Gene therapy and optoelectronics could radically upgrade hearing for millions of people

13 min read
A computer graphic shows a gray structure that’s curled like a snail’s shell. A big purple line runs through it. Many clusters of smaller red lines are scattered throughout the curled structure.

Human hearing depends on the cochlea, a snail-shaped structure in the inner ear. A new kind of cochlear implant for people with disabling hearing loss would use beams of light to stimulate the cochlear nerve.

Lakshay Khurana and Daniel Keppeler
Blue

There’s a popular misconception that cochlear implants restore natural hearing. In fact, these marvels of engineering give people a new kind of “electric hearing” that they must learn how to use.
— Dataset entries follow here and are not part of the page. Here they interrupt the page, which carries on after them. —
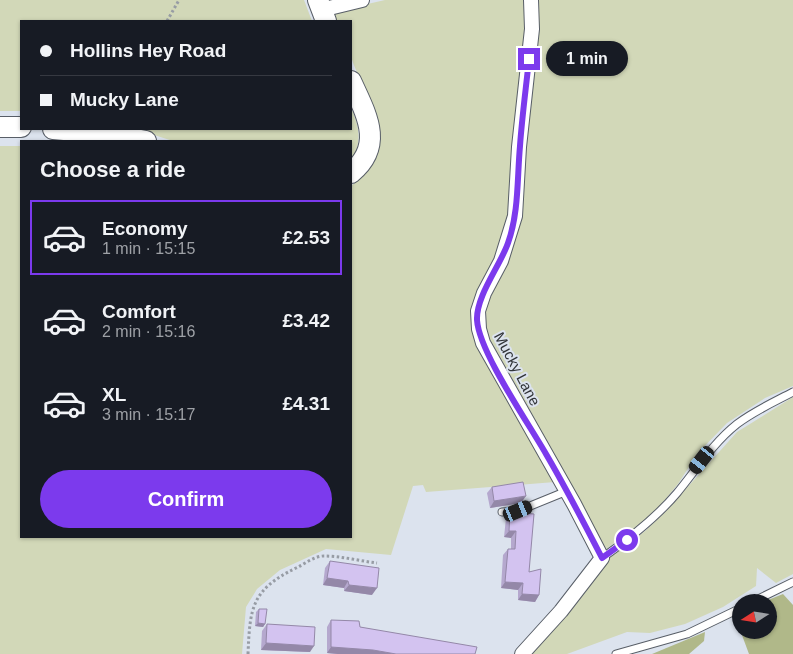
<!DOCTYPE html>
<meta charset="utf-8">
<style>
:root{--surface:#171b24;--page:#20242c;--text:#f1f3f6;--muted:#9ea1a6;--line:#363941;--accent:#7c3aed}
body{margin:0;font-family:Arial,sans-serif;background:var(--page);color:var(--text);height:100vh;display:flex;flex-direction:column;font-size:19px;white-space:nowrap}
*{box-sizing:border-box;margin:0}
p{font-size:16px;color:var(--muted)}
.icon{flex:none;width:28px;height:28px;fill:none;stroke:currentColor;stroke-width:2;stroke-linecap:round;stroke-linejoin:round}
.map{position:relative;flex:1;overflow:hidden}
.side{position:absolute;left:20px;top:140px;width:332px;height:398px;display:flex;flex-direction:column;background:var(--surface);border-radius:0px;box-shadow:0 1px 4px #0004}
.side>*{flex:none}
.guide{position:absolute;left:20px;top:20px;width:332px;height:110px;border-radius:0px;box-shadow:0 1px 4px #0004;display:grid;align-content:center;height:110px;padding:0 20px;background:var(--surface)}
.needle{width:32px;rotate:258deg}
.fabs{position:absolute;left:732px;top:594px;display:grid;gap:10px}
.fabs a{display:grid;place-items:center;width:45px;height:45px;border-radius:50%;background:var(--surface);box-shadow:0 1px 4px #0004;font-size:25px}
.end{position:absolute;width:22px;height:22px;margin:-11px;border:6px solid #7c3aed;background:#fff;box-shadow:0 0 0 2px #fff}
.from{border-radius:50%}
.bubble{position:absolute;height:35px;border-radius:18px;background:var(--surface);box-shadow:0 1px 4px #0004;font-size:16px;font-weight:600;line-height:35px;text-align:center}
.car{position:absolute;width:15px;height:30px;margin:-15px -8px;border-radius:6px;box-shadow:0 0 4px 1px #0007;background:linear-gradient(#222 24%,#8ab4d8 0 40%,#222 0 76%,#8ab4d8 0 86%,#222 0)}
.guide b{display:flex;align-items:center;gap:18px;height:48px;font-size:19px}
.guide b+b{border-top:1px solid var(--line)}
.guide i{width:12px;height:12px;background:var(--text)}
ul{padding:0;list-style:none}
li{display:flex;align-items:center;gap:15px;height:75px;margin:0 10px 8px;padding:0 10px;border:2px solid transparent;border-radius:0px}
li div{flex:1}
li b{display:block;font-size:19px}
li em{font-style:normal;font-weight:600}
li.active{border-color:var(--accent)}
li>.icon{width:45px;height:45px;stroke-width:1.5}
h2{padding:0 20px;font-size:22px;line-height:60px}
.primary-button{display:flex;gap:10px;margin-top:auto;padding:10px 20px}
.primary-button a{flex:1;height:58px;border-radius:30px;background:var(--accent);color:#fff;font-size:20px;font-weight:600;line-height:58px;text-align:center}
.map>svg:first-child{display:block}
.green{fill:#d2d8b8}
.forest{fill:#b0b889}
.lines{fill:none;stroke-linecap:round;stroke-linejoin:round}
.lane-casing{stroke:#585e67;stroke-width:9}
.street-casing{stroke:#585e67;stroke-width:16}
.secondary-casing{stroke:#585e67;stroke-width:22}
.path{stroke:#979ca4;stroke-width:3;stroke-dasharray:2.5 2.5;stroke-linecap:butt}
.lane{stroke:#fff;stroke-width:7}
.street{stroke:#fff;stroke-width:14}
.secondary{stroke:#fff;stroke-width:20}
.wall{fill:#b5a8ce}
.shaded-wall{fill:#9488a8}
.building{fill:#d3c3f0;stroke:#9488a8}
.route{stroke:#7c3aed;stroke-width:6}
.labels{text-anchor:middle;stroke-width:4;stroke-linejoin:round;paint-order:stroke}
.street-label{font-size:15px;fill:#313438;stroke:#dce3ee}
</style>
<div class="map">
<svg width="793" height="654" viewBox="0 0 793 654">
<rect width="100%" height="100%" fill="#dce3ee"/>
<g class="green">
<polygon points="0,0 304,0 312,21 21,21 21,111 0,111"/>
<path d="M385 0H527L530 18 508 230 474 307 555 482 426 492 423 485 413 486 391 555 326 549 280 570 257 589 246 607 242 654H0V146H21V536H351V186C393 154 383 126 363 85 359 76 353 65 351 56 349 45 351 32 351 21H336L334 16 337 11Z"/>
<polygon points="535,0 793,0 793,386 765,398 727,423 698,453 678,484 660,506 643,522 606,549 515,394 482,326 487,296 507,261"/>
<path d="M351 108C360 128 362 142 351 162V141H173L135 129H351Z"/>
<polygon points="793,397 793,574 776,583 757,568 756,586 723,607 685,624 650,633 627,632 567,654 531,654 611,557 645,531 666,511 737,432"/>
</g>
<g class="forest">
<polygon points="783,594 793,605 793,654 749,654 736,619 741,616 741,630 769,630 769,602 763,602"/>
<polygon points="705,632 704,641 689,654 652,654"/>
</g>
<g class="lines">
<defs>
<g id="lane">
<polyline points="502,512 518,511 567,491"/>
<path d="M602 558C629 539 655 519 677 493 696 470 713 443 737 424 754 411 774 402 793 392"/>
<polyline points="752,602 793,582"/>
<polyline points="616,654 687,634 741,608"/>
</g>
<g id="street">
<polyline points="321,10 362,0"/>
<polyline points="522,654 561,611 602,558 574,504 483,343 479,329 478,311 484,293 501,261 515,216 519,147 532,29 531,0"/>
</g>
<g id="secondary">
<polyline points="318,0 326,21"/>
<path d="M351 81C366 114 385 145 351 173"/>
<polyline points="0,127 21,127"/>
<polyline points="53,129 109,134 146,141"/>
</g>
</defs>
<use href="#lane" class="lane-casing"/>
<use href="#street" class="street-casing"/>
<use href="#secondary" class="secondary-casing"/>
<g class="path">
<polyline points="167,21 179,0"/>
<path d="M248 654C250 608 251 590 296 568 305 564 314 556 324 556 341 556 360 561 377 563"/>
</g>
<use href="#lane" class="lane"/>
<use href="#street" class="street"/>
<use href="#secondary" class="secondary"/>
</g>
<g class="wall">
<polygon points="492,487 521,503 490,508 487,493"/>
<polygon points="510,512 529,572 539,595 535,602 518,600 518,590 501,588 503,555 508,549 511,549 511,538 504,537 506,518"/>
<polygon points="330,561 372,595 344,591 344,588 323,585 325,568"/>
<polygon points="259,609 265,624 263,627 255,626 256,612"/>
<polygon points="331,620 360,627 475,654 338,654 327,653 327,627"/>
<polygon points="267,624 310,652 261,650 262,631"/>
</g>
<g class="shaded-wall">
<polygon points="526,496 521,503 490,508 494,501"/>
<polygon points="509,531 516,531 511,538 504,537"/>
<polygon points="327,578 348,581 344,588 323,585"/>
<polygon points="505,582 523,583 518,590 501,588"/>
<polygon points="349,585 377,588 372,595 344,591"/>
<polygon points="522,594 539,595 535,602 518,600"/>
<polygon points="258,623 265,624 263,627 255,626"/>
<polygon points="266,643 314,646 310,652 261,650"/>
<polygon points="331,647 373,650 396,654 338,654 327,653"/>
</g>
<g class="building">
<polygon points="523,482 526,496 494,501 492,487"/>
<polygon points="510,512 534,514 529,572 541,569 539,595 522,594 523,583 505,582 508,549 515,549 516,531 509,531"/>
<polygon points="330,561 379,568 377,588 349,585 348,581 327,578"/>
<polygon points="259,609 267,609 265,624 258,623"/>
<polygon points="331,620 359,621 360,627 477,647 475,654 396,654 373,650 331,647"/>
<polygon points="267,624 315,627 314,646 266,643"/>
</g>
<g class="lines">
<path class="route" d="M529 59C526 88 522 117 520 146 517 179 519 212 508 243 500 266 476 296 477 320 479 352 529 424 546 454 566 488 584 523 602 558L627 540"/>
</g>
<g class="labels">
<g class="street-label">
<text transform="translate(517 369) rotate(62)" y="5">Mucky Lane</text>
</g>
</g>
</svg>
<div class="fabs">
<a><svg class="needle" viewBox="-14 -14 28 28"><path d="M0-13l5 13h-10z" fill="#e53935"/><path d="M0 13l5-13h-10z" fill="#9ea1a6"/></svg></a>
</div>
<i class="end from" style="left:627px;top:540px"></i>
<i class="end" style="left:529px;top:59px"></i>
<div class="bubble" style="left:546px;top:41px;width:82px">1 min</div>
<i class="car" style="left:702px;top:460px;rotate:218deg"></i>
<i class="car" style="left:518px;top:511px;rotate:68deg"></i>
<div class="guide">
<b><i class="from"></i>Hollins Hey Road</b>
<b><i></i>Mucky Lane</b>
</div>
<section class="side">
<h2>Choose a ride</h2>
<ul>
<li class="active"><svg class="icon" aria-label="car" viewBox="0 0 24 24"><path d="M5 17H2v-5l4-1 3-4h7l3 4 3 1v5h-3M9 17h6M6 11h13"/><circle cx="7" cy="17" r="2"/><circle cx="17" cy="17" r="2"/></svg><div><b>Economy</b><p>1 min · 15:15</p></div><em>£2.53</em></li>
<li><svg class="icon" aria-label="car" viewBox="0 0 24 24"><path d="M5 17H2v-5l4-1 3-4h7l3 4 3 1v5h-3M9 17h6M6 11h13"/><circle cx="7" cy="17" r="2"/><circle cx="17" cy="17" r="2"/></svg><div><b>Comfort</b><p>2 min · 15:16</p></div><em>£3.42</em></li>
<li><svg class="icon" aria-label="car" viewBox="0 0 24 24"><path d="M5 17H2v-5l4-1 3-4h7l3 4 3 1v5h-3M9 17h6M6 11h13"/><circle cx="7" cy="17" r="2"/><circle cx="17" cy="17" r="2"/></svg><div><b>XL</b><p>3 min · 15:17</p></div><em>£4.31</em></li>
</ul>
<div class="primary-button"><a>Confirm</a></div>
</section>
</div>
Natural hearing results from vibrations hitting tiny structures called hair cells within the cochlea in the inner ear. A cochlear implant bypasses the damaged or dysfunctional parts of the ear and uses electrodes to directly stimulate the cochlear nerve, which sends signals to the brain. When my hearing-impaired patients have their cochlear implants turned on for the first time, they often report that voices sound flat and robotic and that background noises blur together and drown out voices. Although users can have many sessions with technicians to “tune” and adjust their implants’ settings to make sounds more pleasant and helpful, there’s a limit to what can be achieved with today’s technology.